# INSTRUCTIONS TO FOLLOW:
Copy every line from the records below that carries the word "evenodd".

# Dataset entries:

════

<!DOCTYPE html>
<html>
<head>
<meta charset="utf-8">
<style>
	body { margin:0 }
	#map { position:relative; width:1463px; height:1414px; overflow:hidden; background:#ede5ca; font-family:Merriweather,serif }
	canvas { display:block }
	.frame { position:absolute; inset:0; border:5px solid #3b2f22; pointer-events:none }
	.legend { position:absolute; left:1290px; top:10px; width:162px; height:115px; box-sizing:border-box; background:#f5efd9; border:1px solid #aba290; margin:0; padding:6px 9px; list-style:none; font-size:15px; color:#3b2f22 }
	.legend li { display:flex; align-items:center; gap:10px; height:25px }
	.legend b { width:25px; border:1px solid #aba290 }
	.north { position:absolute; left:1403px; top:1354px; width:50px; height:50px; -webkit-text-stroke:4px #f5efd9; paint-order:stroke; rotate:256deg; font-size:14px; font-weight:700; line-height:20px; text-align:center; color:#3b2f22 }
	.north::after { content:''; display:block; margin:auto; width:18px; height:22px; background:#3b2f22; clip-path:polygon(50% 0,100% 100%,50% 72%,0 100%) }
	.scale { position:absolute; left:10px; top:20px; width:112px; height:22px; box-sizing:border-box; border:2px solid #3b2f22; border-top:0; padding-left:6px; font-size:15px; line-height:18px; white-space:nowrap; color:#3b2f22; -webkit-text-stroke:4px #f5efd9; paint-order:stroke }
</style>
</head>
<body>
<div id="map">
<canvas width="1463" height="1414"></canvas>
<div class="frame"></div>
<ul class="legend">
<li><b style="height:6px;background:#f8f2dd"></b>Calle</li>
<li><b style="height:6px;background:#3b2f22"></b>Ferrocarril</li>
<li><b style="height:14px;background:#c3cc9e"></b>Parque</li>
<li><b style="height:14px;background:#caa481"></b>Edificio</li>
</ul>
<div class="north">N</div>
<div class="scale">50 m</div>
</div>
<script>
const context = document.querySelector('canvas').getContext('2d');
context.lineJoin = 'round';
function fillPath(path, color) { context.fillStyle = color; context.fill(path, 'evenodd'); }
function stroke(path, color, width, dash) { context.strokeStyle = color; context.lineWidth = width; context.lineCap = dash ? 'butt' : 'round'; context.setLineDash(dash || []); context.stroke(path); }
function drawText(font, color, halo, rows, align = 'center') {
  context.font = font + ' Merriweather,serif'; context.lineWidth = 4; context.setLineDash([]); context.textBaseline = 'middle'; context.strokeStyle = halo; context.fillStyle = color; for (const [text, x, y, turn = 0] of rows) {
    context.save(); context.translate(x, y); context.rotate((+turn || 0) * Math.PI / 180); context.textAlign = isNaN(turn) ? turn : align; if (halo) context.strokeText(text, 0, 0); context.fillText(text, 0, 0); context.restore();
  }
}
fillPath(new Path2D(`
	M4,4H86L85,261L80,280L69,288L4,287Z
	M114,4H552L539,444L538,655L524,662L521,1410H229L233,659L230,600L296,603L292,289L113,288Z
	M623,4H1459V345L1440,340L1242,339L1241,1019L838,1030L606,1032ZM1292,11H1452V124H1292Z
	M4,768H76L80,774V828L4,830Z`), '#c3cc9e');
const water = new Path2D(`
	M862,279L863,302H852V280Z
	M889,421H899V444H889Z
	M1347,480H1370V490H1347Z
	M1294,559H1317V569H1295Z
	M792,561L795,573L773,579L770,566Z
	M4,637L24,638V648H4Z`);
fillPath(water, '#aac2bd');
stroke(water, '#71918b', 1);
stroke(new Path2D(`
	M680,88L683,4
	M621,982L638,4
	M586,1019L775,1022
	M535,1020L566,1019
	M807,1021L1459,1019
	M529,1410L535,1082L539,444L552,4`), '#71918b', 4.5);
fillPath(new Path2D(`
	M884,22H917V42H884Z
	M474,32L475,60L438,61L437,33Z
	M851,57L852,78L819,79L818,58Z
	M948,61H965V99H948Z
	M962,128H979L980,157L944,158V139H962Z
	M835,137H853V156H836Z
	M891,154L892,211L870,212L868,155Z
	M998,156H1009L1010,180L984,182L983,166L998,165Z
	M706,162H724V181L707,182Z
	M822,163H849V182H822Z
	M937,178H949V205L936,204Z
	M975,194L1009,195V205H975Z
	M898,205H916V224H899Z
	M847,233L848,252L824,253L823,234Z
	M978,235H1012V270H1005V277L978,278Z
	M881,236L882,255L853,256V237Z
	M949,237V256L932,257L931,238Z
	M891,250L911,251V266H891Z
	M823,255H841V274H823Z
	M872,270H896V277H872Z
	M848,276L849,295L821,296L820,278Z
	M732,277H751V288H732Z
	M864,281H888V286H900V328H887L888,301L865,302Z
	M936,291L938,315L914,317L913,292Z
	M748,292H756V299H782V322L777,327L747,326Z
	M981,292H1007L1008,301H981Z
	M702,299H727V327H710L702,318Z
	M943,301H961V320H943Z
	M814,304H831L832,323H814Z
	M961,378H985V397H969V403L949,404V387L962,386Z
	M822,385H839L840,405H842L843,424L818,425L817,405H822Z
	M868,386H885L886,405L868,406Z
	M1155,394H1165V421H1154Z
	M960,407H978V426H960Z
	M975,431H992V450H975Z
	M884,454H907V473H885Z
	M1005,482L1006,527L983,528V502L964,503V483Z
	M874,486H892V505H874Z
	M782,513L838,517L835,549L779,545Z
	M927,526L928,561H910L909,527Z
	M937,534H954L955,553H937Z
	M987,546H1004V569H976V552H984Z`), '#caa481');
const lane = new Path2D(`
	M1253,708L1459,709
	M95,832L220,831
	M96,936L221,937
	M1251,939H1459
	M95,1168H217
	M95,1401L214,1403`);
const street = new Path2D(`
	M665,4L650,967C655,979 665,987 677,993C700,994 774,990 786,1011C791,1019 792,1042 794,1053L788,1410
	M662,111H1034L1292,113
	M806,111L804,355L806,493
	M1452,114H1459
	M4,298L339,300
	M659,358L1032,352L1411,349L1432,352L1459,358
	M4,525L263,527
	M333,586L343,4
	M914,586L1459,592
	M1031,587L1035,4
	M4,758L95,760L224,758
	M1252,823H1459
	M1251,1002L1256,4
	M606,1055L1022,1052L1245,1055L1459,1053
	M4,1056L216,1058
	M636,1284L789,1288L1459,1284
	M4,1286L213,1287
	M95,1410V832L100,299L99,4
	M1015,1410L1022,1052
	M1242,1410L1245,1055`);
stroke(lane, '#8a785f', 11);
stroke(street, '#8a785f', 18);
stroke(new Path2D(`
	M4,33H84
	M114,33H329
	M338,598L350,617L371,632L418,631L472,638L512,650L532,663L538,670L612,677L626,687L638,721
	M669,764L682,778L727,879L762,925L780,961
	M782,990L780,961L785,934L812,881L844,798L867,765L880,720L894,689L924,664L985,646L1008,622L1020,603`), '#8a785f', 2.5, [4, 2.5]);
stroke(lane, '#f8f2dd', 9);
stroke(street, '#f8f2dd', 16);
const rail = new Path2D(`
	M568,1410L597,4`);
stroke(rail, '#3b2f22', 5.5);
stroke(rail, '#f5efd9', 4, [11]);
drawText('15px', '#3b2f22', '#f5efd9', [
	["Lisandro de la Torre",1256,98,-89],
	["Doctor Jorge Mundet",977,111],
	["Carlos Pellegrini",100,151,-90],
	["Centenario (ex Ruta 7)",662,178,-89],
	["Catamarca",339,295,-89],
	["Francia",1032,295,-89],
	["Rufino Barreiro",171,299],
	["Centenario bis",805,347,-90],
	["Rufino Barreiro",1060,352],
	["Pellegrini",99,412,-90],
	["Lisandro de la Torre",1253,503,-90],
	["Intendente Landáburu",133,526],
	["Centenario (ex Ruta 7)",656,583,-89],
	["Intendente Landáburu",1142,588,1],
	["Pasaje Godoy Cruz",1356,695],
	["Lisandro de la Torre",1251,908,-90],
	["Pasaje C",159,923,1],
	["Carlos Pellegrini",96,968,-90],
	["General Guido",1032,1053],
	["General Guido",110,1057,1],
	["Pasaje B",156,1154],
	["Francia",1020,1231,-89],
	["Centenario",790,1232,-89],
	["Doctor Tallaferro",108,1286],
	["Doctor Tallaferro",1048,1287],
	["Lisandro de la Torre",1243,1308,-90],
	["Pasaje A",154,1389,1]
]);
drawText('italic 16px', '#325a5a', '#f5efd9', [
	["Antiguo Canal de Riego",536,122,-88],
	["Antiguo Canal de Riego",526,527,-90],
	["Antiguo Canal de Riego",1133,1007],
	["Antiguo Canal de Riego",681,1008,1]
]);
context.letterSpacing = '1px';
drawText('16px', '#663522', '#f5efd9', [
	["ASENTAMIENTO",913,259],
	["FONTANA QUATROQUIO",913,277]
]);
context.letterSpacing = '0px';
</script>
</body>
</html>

════

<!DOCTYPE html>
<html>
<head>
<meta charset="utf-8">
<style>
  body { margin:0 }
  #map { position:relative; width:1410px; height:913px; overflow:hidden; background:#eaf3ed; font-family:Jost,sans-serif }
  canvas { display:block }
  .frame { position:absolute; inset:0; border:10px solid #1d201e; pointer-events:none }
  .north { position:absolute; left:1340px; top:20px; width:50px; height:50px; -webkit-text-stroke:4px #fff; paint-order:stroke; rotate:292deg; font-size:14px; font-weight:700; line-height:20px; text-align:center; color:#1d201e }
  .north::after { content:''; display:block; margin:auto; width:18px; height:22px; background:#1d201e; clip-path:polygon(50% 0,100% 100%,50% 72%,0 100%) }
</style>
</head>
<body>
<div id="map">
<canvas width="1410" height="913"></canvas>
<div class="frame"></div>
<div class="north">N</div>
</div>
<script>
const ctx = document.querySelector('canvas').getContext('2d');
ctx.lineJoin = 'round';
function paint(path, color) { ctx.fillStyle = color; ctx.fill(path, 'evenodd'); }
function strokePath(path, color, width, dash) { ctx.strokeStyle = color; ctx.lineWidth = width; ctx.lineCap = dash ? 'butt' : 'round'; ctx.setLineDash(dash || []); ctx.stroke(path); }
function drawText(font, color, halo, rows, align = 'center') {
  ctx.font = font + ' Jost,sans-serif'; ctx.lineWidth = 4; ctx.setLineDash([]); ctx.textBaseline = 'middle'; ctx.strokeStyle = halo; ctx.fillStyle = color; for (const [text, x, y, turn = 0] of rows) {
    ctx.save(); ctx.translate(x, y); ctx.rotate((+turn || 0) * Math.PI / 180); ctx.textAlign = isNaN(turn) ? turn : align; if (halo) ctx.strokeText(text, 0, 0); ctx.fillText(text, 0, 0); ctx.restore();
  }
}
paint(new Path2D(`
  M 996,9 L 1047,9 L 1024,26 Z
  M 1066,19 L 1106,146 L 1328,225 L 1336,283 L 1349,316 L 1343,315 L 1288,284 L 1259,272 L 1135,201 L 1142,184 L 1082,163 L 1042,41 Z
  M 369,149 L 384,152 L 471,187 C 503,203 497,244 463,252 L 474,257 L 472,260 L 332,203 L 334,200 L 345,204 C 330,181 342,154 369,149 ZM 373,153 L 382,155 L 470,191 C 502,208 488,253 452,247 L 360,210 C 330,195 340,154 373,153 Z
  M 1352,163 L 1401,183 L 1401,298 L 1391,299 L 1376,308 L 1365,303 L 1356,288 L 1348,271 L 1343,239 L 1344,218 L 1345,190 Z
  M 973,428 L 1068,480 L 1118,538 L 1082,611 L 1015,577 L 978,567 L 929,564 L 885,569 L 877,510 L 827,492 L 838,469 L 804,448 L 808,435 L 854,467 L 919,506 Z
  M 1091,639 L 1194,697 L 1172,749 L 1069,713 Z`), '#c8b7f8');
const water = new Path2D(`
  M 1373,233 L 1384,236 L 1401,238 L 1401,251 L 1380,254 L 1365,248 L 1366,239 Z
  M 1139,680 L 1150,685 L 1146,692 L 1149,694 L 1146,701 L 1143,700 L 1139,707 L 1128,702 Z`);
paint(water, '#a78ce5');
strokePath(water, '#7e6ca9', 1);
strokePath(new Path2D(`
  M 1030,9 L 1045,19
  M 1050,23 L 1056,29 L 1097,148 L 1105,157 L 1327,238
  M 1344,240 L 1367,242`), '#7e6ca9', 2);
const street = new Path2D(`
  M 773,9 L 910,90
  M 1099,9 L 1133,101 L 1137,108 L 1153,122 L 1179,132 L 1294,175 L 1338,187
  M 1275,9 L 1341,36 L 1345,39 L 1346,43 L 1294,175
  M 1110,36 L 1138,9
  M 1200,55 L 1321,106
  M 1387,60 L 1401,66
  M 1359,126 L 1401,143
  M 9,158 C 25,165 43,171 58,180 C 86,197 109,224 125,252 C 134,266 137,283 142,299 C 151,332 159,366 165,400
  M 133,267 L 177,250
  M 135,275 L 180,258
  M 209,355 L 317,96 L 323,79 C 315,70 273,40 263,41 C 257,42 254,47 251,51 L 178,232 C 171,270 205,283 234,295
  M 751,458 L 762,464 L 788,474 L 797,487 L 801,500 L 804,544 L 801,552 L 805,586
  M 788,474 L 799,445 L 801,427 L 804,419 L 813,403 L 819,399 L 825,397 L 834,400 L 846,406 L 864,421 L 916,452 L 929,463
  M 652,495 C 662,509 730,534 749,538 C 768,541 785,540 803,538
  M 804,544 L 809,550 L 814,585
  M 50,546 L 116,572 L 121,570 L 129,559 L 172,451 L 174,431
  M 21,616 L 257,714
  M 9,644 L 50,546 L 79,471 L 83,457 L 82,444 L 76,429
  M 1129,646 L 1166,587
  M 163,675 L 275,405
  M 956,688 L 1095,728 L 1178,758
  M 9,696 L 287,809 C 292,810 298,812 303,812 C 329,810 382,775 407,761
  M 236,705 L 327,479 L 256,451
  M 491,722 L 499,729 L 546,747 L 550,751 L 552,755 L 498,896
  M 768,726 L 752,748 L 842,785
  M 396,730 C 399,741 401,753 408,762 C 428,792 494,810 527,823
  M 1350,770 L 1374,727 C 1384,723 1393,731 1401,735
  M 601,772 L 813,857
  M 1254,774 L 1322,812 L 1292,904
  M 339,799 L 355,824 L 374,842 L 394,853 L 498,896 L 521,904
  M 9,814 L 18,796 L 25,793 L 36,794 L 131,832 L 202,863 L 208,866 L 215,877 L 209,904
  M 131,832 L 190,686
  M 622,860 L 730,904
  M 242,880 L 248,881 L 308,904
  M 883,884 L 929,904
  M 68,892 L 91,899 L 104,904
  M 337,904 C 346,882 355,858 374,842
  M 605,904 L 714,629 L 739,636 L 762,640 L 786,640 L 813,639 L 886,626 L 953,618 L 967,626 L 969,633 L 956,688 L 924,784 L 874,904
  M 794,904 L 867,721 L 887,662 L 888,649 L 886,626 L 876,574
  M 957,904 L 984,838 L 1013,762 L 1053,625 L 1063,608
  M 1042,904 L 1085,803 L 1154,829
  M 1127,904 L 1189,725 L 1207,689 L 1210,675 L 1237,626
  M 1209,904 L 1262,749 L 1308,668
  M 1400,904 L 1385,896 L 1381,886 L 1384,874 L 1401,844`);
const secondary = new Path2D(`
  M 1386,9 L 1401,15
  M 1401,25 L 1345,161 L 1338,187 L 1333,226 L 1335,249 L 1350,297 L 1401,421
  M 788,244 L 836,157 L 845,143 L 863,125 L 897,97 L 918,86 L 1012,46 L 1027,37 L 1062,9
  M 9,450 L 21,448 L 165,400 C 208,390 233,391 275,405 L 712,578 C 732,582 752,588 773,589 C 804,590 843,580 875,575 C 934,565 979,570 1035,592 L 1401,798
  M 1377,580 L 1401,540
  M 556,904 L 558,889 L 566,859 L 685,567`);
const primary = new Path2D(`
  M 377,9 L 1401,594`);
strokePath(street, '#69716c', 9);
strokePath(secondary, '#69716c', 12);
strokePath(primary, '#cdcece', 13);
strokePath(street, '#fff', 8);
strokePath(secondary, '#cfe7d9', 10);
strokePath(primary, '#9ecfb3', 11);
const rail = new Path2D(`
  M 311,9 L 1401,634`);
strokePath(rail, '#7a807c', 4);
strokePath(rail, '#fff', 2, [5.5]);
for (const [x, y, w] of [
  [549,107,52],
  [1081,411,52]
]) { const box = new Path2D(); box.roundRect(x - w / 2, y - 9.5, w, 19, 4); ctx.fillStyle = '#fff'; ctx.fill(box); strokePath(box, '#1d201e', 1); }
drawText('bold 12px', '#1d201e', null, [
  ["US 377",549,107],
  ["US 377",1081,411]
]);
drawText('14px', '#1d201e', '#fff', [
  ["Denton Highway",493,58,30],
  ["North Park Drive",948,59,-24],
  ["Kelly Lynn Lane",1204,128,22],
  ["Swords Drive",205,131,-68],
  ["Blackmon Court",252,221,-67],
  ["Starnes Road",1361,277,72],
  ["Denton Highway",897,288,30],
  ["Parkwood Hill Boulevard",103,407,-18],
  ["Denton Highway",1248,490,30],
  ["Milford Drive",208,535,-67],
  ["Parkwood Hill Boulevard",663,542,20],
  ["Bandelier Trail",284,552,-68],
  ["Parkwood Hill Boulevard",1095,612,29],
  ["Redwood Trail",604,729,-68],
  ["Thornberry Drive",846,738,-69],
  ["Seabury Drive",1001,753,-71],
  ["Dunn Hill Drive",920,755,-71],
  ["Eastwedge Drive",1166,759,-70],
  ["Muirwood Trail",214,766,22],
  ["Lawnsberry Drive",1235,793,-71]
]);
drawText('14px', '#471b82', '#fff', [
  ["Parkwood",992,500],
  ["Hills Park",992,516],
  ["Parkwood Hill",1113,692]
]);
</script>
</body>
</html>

════

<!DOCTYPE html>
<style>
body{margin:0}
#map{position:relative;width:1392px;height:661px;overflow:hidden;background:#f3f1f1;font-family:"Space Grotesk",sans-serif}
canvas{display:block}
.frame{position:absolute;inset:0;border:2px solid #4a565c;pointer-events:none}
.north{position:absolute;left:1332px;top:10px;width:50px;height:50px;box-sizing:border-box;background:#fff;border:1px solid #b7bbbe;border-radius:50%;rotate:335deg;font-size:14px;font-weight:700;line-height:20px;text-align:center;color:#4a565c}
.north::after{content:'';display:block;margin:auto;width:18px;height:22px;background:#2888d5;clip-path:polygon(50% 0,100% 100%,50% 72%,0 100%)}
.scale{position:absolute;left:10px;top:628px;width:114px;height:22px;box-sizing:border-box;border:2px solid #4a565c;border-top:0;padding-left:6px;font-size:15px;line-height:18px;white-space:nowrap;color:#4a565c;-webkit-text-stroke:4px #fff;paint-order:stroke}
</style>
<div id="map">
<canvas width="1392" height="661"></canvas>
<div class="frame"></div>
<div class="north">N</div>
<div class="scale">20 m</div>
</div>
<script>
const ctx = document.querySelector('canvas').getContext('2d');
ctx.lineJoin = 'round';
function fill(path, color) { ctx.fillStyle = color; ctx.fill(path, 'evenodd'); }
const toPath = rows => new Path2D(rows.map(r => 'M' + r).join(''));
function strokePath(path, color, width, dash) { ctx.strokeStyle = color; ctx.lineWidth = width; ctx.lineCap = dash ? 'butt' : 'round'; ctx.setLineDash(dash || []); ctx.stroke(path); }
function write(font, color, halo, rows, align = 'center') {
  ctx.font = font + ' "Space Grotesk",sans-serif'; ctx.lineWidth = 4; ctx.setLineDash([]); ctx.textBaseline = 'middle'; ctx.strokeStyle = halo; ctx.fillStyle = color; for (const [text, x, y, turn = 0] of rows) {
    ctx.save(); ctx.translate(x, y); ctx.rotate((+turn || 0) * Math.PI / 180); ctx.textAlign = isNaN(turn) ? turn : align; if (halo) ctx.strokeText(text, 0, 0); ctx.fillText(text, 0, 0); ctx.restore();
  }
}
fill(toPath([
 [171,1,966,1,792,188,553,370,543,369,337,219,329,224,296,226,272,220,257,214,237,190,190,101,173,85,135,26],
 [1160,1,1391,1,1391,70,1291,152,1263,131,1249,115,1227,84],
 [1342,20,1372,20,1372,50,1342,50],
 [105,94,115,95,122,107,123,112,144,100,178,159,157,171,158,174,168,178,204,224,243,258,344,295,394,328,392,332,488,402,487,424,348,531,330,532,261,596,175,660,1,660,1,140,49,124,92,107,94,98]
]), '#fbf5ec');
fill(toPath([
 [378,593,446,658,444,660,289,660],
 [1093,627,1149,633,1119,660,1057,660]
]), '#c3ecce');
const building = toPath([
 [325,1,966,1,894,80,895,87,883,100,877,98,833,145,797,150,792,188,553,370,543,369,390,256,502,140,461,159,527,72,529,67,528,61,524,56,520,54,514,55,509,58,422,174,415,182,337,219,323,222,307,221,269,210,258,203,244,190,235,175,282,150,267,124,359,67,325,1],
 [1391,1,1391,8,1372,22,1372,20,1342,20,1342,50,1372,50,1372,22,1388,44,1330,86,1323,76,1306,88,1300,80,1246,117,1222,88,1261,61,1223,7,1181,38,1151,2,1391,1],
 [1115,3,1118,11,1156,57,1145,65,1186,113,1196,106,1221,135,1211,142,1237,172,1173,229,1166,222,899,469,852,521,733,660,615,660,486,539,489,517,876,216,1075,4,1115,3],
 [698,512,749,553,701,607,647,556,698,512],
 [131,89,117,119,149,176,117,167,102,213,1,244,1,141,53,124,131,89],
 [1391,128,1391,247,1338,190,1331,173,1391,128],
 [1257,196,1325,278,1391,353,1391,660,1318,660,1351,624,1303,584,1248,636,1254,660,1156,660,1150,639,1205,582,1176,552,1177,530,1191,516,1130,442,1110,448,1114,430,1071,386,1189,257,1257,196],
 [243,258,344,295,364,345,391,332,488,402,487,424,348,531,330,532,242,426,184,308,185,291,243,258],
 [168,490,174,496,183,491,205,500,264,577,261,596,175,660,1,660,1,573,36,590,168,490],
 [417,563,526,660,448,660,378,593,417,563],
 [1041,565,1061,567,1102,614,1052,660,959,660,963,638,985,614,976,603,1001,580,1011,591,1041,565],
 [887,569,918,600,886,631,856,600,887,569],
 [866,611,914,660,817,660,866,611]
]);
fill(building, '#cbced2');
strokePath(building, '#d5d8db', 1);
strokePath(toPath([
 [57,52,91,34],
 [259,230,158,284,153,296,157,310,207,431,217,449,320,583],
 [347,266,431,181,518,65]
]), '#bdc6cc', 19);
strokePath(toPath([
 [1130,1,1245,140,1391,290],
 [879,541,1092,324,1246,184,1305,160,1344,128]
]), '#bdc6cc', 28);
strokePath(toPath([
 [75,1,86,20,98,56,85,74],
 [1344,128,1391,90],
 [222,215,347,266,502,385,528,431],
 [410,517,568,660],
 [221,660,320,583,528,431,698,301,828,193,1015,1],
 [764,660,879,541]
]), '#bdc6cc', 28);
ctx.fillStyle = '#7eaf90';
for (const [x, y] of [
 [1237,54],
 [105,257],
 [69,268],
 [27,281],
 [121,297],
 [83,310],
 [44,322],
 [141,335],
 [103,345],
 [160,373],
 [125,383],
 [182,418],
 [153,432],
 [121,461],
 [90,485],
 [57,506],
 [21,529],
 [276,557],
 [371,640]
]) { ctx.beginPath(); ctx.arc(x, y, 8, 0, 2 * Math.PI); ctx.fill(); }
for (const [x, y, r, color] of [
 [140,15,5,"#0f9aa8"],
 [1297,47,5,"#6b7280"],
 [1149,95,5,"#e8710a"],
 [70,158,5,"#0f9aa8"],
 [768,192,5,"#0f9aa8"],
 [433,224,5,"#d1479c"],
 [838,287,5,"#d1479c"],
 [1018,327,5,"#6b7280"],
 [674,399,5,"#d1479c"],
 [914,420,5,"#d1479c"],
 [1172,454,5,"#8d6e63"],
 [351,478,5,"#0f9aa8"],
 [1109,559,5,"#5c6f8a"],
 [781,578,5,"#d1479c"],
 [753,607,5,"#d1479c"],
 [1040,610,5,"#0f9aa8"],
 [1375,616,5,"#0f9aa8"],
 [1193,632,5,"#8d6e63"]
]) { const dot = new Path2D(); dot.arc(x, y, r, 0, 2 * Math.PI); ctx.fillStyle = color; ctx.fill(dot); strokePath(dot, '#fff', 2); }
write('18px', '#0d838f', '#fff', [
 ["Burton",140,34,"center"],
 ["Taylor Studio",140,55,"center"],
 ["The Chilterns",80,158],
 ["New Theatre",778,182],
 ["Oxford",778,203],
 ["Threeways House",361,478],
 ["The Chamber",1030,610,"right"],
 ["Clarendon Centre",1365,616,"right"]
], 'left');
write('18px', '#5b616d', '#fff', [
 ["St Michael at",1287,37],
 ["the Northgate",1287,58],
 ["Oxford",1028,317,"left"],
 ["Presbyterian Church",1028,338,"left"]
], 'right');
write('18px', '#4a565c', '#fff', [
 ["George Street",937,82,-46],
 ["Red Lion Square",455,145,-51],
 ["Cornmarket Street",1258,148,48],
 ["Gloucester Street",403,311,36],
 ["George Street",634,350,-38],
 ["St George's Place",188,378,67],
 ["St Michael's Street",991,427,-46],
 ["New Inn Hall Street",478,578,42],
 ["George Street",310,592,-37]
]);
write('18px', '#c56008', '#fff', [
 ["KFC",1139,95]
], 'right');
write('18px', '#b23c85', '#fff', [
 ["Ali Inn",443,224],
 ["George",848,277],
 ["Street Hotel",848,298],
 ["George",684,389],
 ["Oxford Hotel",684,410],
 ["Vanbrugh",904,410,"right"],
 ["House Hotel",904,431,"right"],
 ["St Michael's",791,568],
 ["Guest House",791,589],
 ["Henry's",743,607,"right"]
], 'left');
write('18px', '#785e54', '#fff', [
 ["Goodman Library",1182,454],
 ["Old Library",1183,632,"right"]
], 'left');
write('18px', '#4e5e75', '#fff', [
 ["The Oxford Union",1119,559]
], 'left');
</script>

════

# WORKED SOLUTION:
function fillPath(path, color) { context.fillStyle = color; context.fill(path, 'evenodd'); }
function paint(path, color) { ctx.fillStyle = color; ctx.fill(path, 'evenodd'); }
function fill(path, color) { ctx.fillStyle = color; ctx.fill(path, 'evenodd'); }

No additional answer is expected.